• What to do
Every line from the top of the records through the line containing "position:absolute; width:18px; height:18px;" should be retyped exactly; the pictures should not.

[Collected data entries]

• • • •

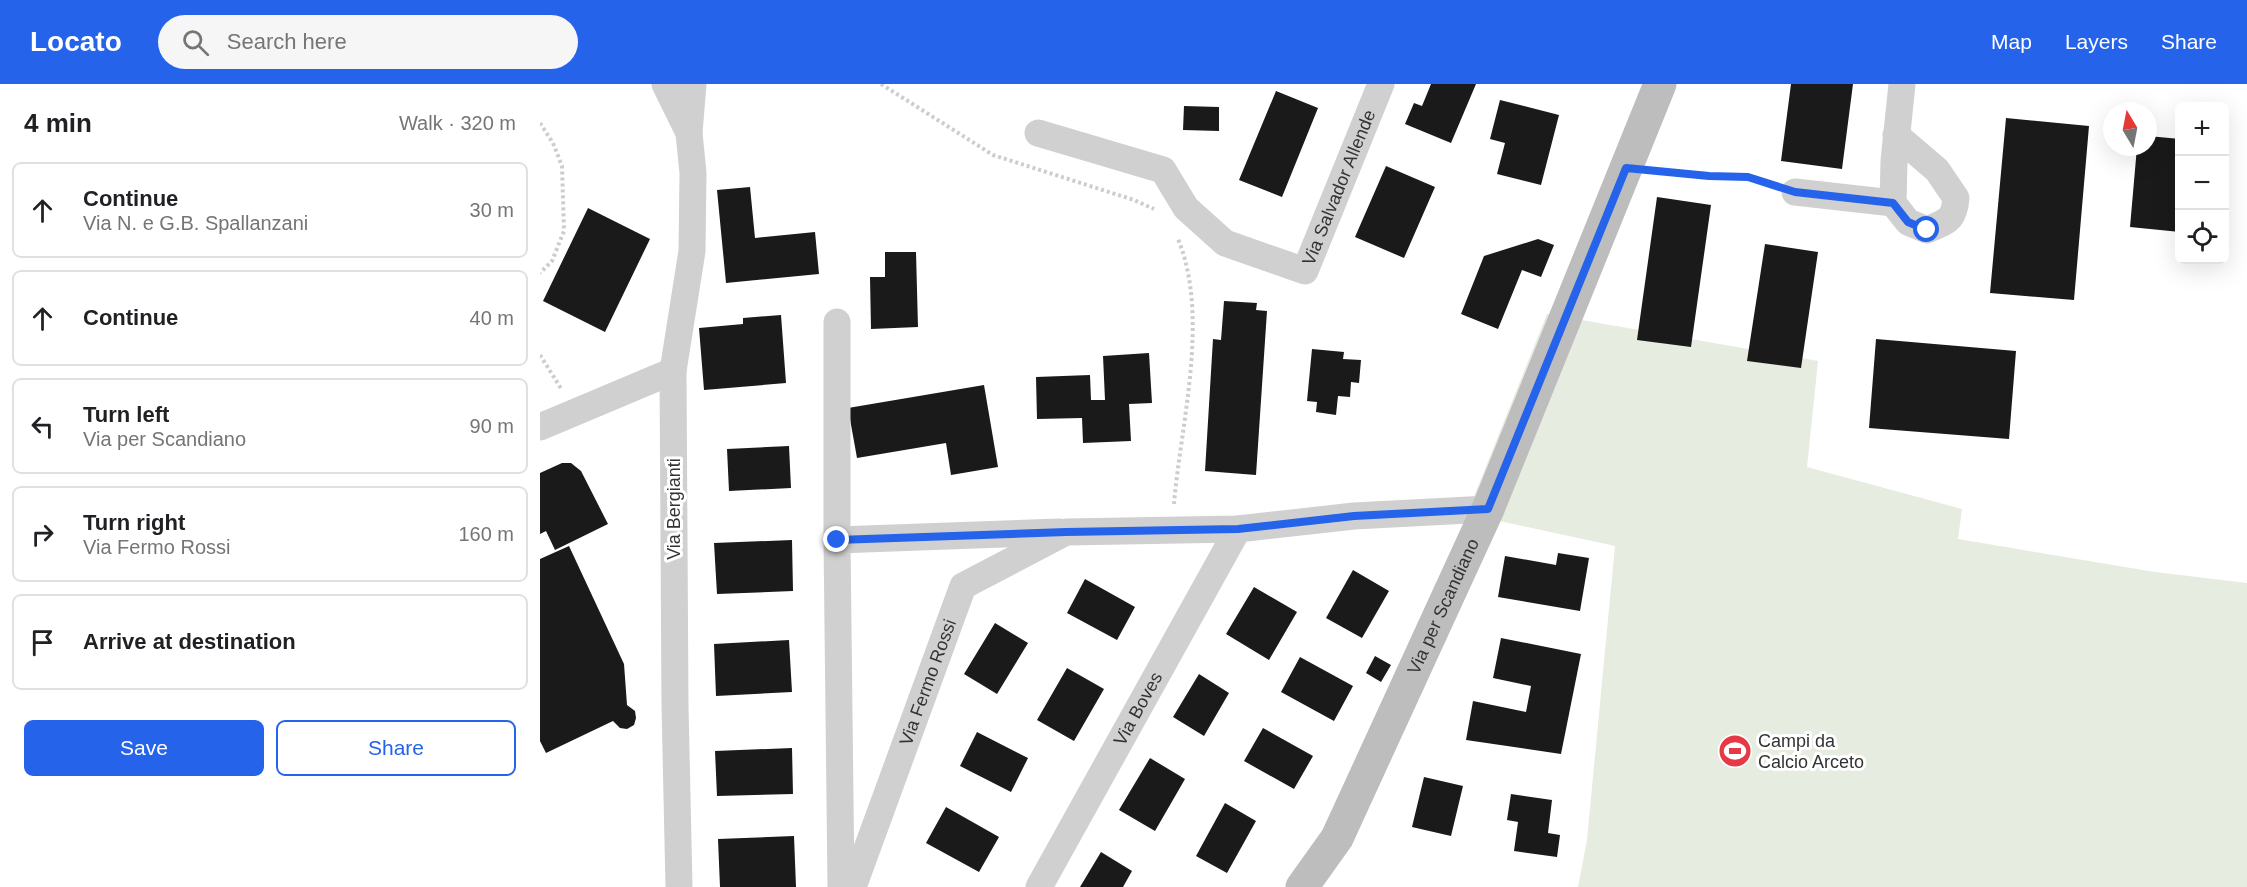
<!DOCTYPE html>
<html lang="en">
<head>
<meta charset="utf-8">
<style>
  :root { --surface:#fff; --page:#f6f6f6; --text:#202124; --muted:#757577; --line:#e0e0e0; --accent:#2563eb }
  body { margin:0; font-family:Helvetica,sans-serif; background:var(--page); color:var(--text) }
  .controls { position:absolute; right:18px; top:18px; display:grid; overflow:hidden; border-radius:9px; box-shadow:0 6px 24px #0002 }
  .controls button { width:54px; height:54px; display:grid; place-items:center; padding:0; border:0; border-bottom:2px solid var(--line); background:var(--surface); color:var(--text); font:30px sans-serif }
  .compass { position:absolute; left:1563px; top:18px; width:54px; height:54px; border-radius:50%; background:var(--surface); box-shadow:0 6px 24px #0002; rotate:350deg }
  .stop { position:absolute; width:18px; height:18px; margin:-14px; border:4px solid #2563eb; border-radius:50%; background:#fff }
  .stop.end { background:#2563eb; border-color:#fff; box-shadow:0 2px 6px #0008 }
  .list { margin:0; padding:0; list-style:none }
  h2 { display:flex; justify-content:space-between; align-items:center; height:78px; margin:0; padding:0 24px; font-size:26px }
  h2 small { font-size:20px; font-weight:400; color:var(--muted) }
  .list li { display:grid; grid-template-columns:39px 1fr auto; gap:18px; align-items:center; box-sizing:border-box; height:96px; margin:0 12px 12px; padding:0 12px; border:2px solid var(--line); border-radius:9px }
  .list b { display:block; font-size:22px; white-space:nowrap }
  .list p { margin:0; font-size:20px; white-space:nowrap; color:var(--muted) }
  .list em { font-size:20px; font-style:normal; color:var(--muted) }
  .actions { display:flex; gap:12px; padding:18px 24px }
  .actions a { flex:1; padding:14px 0; border:2px solid var(--accent); border-radius:9px; text-align:center; font-size:21px; color:var(--accent) }
  .actions .main { background:var(--accent); color:#fff }
  .icon { flex:none; width:33px; height:33px; fill:none; stroke:currentColor; stroke-width:2; stroke-linecap:round; stroke-linejoin:round }
  .map { position:relative; flex:none; width:1707px; height:803px; overflow:hidden }
  header { display:flex; align-items:center; gap:36px; box-sizing:border-box; height:84px; padding:0 30px; background:var(--accent); color:#fff }
  header strong { font-size:28px }
  nav { display:flex; gap:33px; margin-inline-start:auto; font-size:21px }
  .search { width:420px; height:54px; background:var(--page); display:flex; align-items:center; gap:15px; box-sizing:border-box; padding:0 21px; border-radius:33px; color:var(--muted); font-size:22px }
  main { display:flex }
  aside { flex:1; background:var(--surface) }
  .map>svg:first-child { display:block }
  .green { fill:#e6ecdf }
  .building { fill:#1a1a1a }
  .lines { fill:none; stroke-linecap:round; stroke-linejoin:round }
  .path { stroke:#cdcdcd; stroke-width:4; stroke-dasharray:3 3; stroke-linecap:butt }
  .street { stroke:#d0d0d0; stroke-width:27 }
  .secondary { stroke:#bdbdbd; stroke-width:33 }
  .route { stroke:#2563eb; stroke-width:8 }
  .labels { text-anchor:middle; stroke-width:6; stroke-linejoin:round; paint-order:stroke }
  .street-label { font-size:18px; fill:#333; stroke:#fff }
  .poi-label { font-size:18px; fill:#333; stroke:#fff; text-anchor:start }
</style>
</head>
<body>
<header>
<strong>Locato</strong>
<div class="search"><svg class="icon" aria-label="search" viewBox="0 0 24 24"><circle cx="10" cy="10" r="6"/><path d="M15 15l6 6"/></svg>Search here</div>
<nav><a>Map</a><a>Layers</a><a>Share</a></nav>
</header>
<main>
<aside>
<h2>4 min<small>Walk · 320 m</small></h2>
<ul class="list">
<li><svg class="icon" aria-label="ahead" viewBox="0 0 24 24"><path d="M12 20V5M6 11l6-6 6 6"/></svg><div><b>Continue</b><p>Via N. e G.B. Spallanzani</p></div><em>30 m</em></li>
<li><svg class="icon" aria-label="ahead" viewBox="0 0 24 24"><path d="M12 20V5M6 11l6-6 6 6"/></svg><div><b>Continue</b></div><em>40 m</em></li>
<li><svg class="icon" aria-label="left" viewBox="0 0 24 24"><path d="M17 20v-9H6M10 6l-5 5 5 5"/></svg><div><b>Turn left</b><p>Via per Scandiano</p></div><em>90 m</em></li>
<li><svg class="icon" aria-label="right" viewBox="0 0 24 24"><path d="M7 20v-9h11M14 6l5 5-5 5"/></svg><div><b>Turn right</b><p>Via Fermo Rossi</p></div><em>160 m</em></li>
<li><svg class="icon" aria-label="arrive" viewBox="0 0 24 24"><path d="M6 21V4h12l-3 4 3 4H6"/></svg><div><b>Arrive at destination</b></div></li>
</ul>
<div class="actions"><a class="main">Save</a><a>Share</a></div>
</aside>
<div class="map">
<svg width="1707" height="803" viewBox="0 0 1707 803">
  <rect width="100%" height="100%" fill="#fff"/>
  <!-- green -->
  <path class="green" d="M1007,230L1278,277L1267,383L1422,425L1418,455L1615,488L1707,499V803H1038L1047,756L1075,462L927,430Z"/>
  <!-- building -->
  <path class="building" d="M891,0H936L911,59L865,40L874,19L882,22Z
    M1251,0H1313L1302,85L1241,77Z
    M736,7L778,24L742,113L699,96Z
    M960,16L1019,31L1001,101L957,90L965,59L950,55Z
    M644,22L679,23V47L643,46Z
    M1466,34L1549,42L1534,216L1450,209Z
    M1608,52L1640,55V148L1590,143L1597,63H1608Z
    M846,82L895,103L864,174L815,153Z
    M210,103L215,154L275,148L279,190L186,199L177,106Z
    M1117,113L1171,121L1151,263L1097,256Z
    M48,124L110,155L65,248L3,217Z
    M998,155L1014,161L1001,193L982,186L958,245L921,230L944,172Z
    M1225,160L1278,168L1261,284L1207,277Z
    M345,168H376L378,243L331,245L330,193H345Z
    M684,217L717,219L716,226L727,227L716,391L665,387L673,255L681,256Z
    M241,231L246,299L164,306L159,244L203,240V234Z
    M1336,255L1476,267L1469,355L1329,344Z
    M772,265L804,268L803,275L821,276L819,299L811,298L810,313L798,312L796,331L776,328L777,318L767,317Z
    M609,269L612,319L589,320L591,357L543,359L542,334L497,335L496,293L550,291L551,316H565L563,272Z
    M444,301L458,383L411,391L406,359L317,374L308,324Z
    M249,362L251,404L189,407L187,365Z
    M22,379H31L41,387L68,440L15,466L6,447L0,450V389Z
    M252,456L253,507L177,510L174,459Z
    M29,462L84,580L87,621L95,627L96,634L94,641L87,645L80,644L73,637L6,669L0,657V475Z
    M1018,469L1049,474L1040,527L958,513L965,472L1016,481Z
    M813,486L849,507L822,554L786,534Z
    M545,495L595,523L577,556L527,529Z
    M714,503L757,528L729,576L686,550Z
    M455,539L488,559L457,610L424,590Z
    M961,554L1041,570L1021,670L926,656L933,617L986,628L991,602L953,594Z
    M249,556L252,608L176,612L174,560Z
    M835,572L851,581L841,598L826,589Z
    M760,573L813,602L794,637L741,608Z
    M527,584L564,605L534,657L497,636Z
    M659,590L689,609L664,652L633,633Z
    M723,644L773,672L754,705L704,677Z
    M437,648L488,674L471,708L420,682Z
    M252,664L253,710L177,712L175,667Z
    M610,674L645,695L615,747L579,726Z
    M884,693L923,702L911,752L872,743Z
    M971,710L1012,716L1008,749L1020,751L1017,773L974,767L978,738L967,736Z
    M685,719L716,737L687,789L656,772Z
    M406,723L459,753L439,788L386,759Z
    M254,752L256,803H180L178,755Z
    M561,768L592,787L583,803H540Z"/>
  <g class="lines">
    <!-- path -->
    <path class="path" d="M341,0L453,71L594,116L614,125
      M0,39L13,59L22,82L24,147L12,177L0,189
      M1117,88L1208,93L1231,100
      M0,271L22,306
      M634,420C641,338 670,233 638,155"/>
    <!-- street -->
    <g class="street">
      <path d="M125,0L149,49L153,0"/>
      <path id="s1" d="M498,49L623,86L646,124L685,159L765,187L841,0"/>
      <path d="M1356,51L1397,86L1416,114C1414,137 1407,137 1387,146L1368,138L1353,119L1354,77L1362,0"/>
      <path d="M1255,108L1353,119"/>
      <path d="M297,238V456"/>
      <path d="M0,343L133,287"/>
      <path d="M139,803L135,622L133,287L152,167L153,89L149,49"/>
      <path d="M301,803L297,456L519,448"/>
      <path id="s2" d="M313,803L423,502L526,448L698,445L814,432L948,425"/>
      <path id="s3" d="M499,803L698,445"/>
    </g>
    <!-- secondary -->
    <path class="secondary" id="s4" d="M762,803L797,754L948,425L1120,0"/>
  </g>
  <g class="lines">
    <!-- route -->
    <path class="route" d="M297,456L526,448L698,445L814,432L948,425L1086,84L1169,92L1208,93L1255,108L1353,119L1368,138L1387,146"/>
  </g>
  <!-- icons -->
  <defs>
    <symbol id="stadium-disc" viewBox="-11 -11 22 22"><circle r="9.5" fill="#e63946" stroke="#fff"/><path d="M0-5a6.5 5 0 1 0 0 10a6.5 5 0 1 0 0-10ZM-3.5-1.8h7v3.6h-7Z" fill="#fff"/></symbol>
  </defs>
  <g fill-rule="evenodd">
    <use href="#stadium-disc" x="1176" y="648" width="38" height="38"/>
  </g>
  <g class="labels">
    <!-- street labels -->
    <g class="street-label">
      <text dy="6" stroke="none"><textPath href="#s1" startOffset="402">Via Salvador Allende</textPath></text>
      <text transform="translate(134 425) rotate(-90)" y="6">Via Bergianti</text>
      <text dy="6" stroke="none"><textPath href="#s4" startOffset="315">Via per Scandiano</textPath></text>
      <text dy="6" stroke="none"><textPath href="#s2" startOffset="218">Via Fermo Rossi</textPath></text>
      <text dy="6" stroke="none"><textPath href="#s3" startOffset="204">Via Boves</textPath></text>
    </g>
    <!-- poi labels -->
    <g class="poi-label">
      <text x="1218" y="663">Campi da<tspan x="1218" dy="21">Calcio Arceto</tspan></text>
    </g>
  </g>
</svg>
<div class="controls">
<button>+</button>
<button>−</button>
<button><svg class="icon" aria-label="locate" viewBox="0 0 24 24"><circle cx="12" cy="12" r="6"/><path d="M12 2v4M12 18v4M2 12h4M18 12h4"/></svg></button>
</div>
<svg class="compass" viewBox="-18 -18 36 36"><path d="M0-13l5 13h-10z" fill="#e53935"/><path d="M0 13l5-13h-10z" fill="#757577"/></svg>
<div class="stop" style="left:1387px;top:146px"></div>
<div class="stop end" style="left:297px;top:456px"></div>
</div>
</main>
</body>
</html>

• • • •

• Answer area
<!DOCTYPE html>
<html lang="en">
<head>
<meta charset="utf-8">
<style>
  :root { --surface:#fff; --page:#f6f6f6; --text:#202124; --muted:#757577; --line:#e0e0e0; --accent:#2563eb }
  body { margin:0; font-family:Helvetica,sans-serif; background:var(--page); color:var(--text) }
  .controls { position:absolute; right:18px; top:18px; display:grid; overflow:hidden; border-radius:9px; box-shadow:0 6px 24px #0002 }
  .controls button { width:54px; height:54px; display:grid; place-items:center; padding:0; border:0; border-bottom:2px solid var(--line); background:var(--surface); color:var(--text); font:30px sans-serif }
  .compass { position:absolute; left:1563px; top:18px; width:54px; height:54px; border-radius:50%; background:var(--surface); box-shadow:0 6px 24px #0002; rotate:350deg }
  .stop { position:absolute; width:18px; height:18px; margin:-14px; border:4px solid #2563eb; border-radius:50%; background:#fff }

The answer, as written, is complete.